((

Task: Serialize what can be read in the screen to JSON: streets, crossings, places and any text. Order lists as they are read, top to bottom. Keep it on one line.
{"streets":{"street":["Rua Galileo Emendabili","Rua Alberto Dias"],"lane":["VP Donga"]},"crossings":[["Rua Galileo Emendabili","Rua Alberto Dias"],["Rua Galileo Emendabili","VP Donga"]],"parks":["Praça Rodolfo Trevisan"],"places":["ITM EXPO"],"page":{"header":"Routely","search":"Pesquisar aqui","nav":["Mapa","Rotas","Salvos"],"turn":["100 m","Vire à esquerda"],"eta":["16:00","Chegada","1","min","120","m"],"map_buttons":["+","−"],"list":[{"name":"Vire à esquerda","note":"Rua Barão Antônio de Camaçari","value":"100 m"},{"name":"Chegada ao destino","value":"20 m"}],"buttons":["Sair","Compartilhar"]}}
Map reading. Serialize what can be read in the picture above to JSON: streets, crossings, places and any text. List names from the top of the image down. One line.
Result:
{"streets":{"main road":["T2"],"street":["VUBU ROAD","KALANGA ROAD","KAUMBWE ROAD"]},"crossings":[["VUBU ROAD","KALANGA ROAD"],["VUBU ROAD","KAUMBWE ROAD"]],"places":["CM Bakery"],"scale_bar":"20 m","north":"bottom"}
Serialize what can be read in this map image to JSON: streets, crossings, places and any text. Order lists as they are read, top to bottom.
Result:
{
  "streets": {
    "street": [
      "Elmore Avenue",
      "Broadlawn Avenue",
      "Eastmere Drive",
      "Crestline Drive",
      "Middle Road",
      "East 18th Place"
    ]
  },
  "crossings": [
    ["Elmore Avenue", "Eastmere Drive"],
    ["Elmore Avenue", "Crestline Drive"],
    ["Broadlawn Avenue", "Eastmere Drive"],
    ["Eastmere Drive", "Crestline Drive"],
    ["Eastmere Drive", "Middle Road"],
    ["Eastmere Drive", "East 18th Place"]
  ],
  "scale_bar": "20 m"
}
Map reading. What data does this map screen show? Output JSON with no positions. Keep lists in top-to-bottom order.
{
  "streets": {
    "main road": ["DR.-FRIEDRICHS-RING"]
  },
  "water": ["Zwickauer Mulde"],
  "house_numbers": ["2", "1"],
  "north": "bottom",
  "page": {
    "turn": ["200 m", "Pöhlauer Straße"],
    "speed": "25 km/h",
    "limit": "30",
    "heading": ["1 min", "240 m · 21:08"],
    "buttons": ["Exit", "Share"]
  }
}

))

- EXERCISE DESCRIPTION
Repeat the whole of the data above exactly as it appears.

- RESPONSE TO THIS EXERCISE
Task: Serialize what can be read in the screen to JSON: streets, crossings, places and any text. Order lists as they are read, top to bottom. Keep it on one line.
{"streets":{"street":["Rua Galileo Emendabili","Rua Alberto Dias"],"lane":["VP Donga"]},"crossings":[["Rua Galileo Emendabili","Rua Alberto Dias"],["Rua Galileo Emendabili","VP Donga"]],"parks":["Praça Rodolfo Trevisan"],"places":["ITM EXPO"],"page":{"header":"Routely","search":"Pesquisar aqui","nav":["Mapa","Rotas","Salvos"],"turn":["100 m","Vire à esquerda"],"eta":["16:00","Chegada","1","min","120","m"],"map_buttons":["+","−"],"list":[{"name":"Vire à esquerda","note":"Rua Barão Antônio de Camaçari","value":"100 m"},{"name":"Chegada ao destino","value":"20 m"}],"buttons":["Sair","Compartilhar"]}}
Map reading. Serialize what can be read in the picture above to JSON: streets, crossings, places and any text. List names from the top of the image down. One line.
Result:
{"streets":{"main road":["T2"],"street":["VUBU ROAD","KALANGA ROAD","KAUMBWE ROAD"]},"crossings":[["VUBU ROAD","KALANGA ROAD"],["VUBU ROAD","KAUMBWE ROAD"]],"places":["CM Bakery"],"scale_bar":"20 m","north":"bottom"}
Serialize what can be read in this map image to JSON: streets, crossings, places and any text. Order lists as they are read, top to bottom.
Result:
{
  "streets": {
    "street": [
      "Elmore Avenue",
      "Broadlawn Avenue",
      "Eastmere Drive",
      "Crestline Drive",
      "Middle Road",
      "East 18th Place"
    ]
  },
  "crossings": [
    ["Elmore Avenue", "Eastmere Drive"],
    ["Elmore Avenue", "Crestline Drive"],
    ["Broadlawn Avenue", "Eastmere Drive"],
    ["Eastmere Drive", "Crestline Drive"],
    ["Eastmere Drive", "Middle Road"],
    ["Eastmere Drive", "East 18th Place"]
  ],
  "scale_bar": "20 m"
}
Map reading. What data does this map screen show? Output JSON with no positions. Keep lists in top-to-bottom order.
{
  "streets": {
    "main road": ["DR.-FRIEDRICHS-RING"]
  },
  "water": ["Zwickauer Mulde"],
  "house_numbers": ["2", "1"],
  "north": "bottom",
  "page": {
    "turn": ["200 m", "Pöhlauer Straße"],
    "speed": "25 km/h",
    "limit": "30",
    "heading": ["1 min", "240 m · 21:08"],
    "buttons": ["Exit", "Share"]
  }
}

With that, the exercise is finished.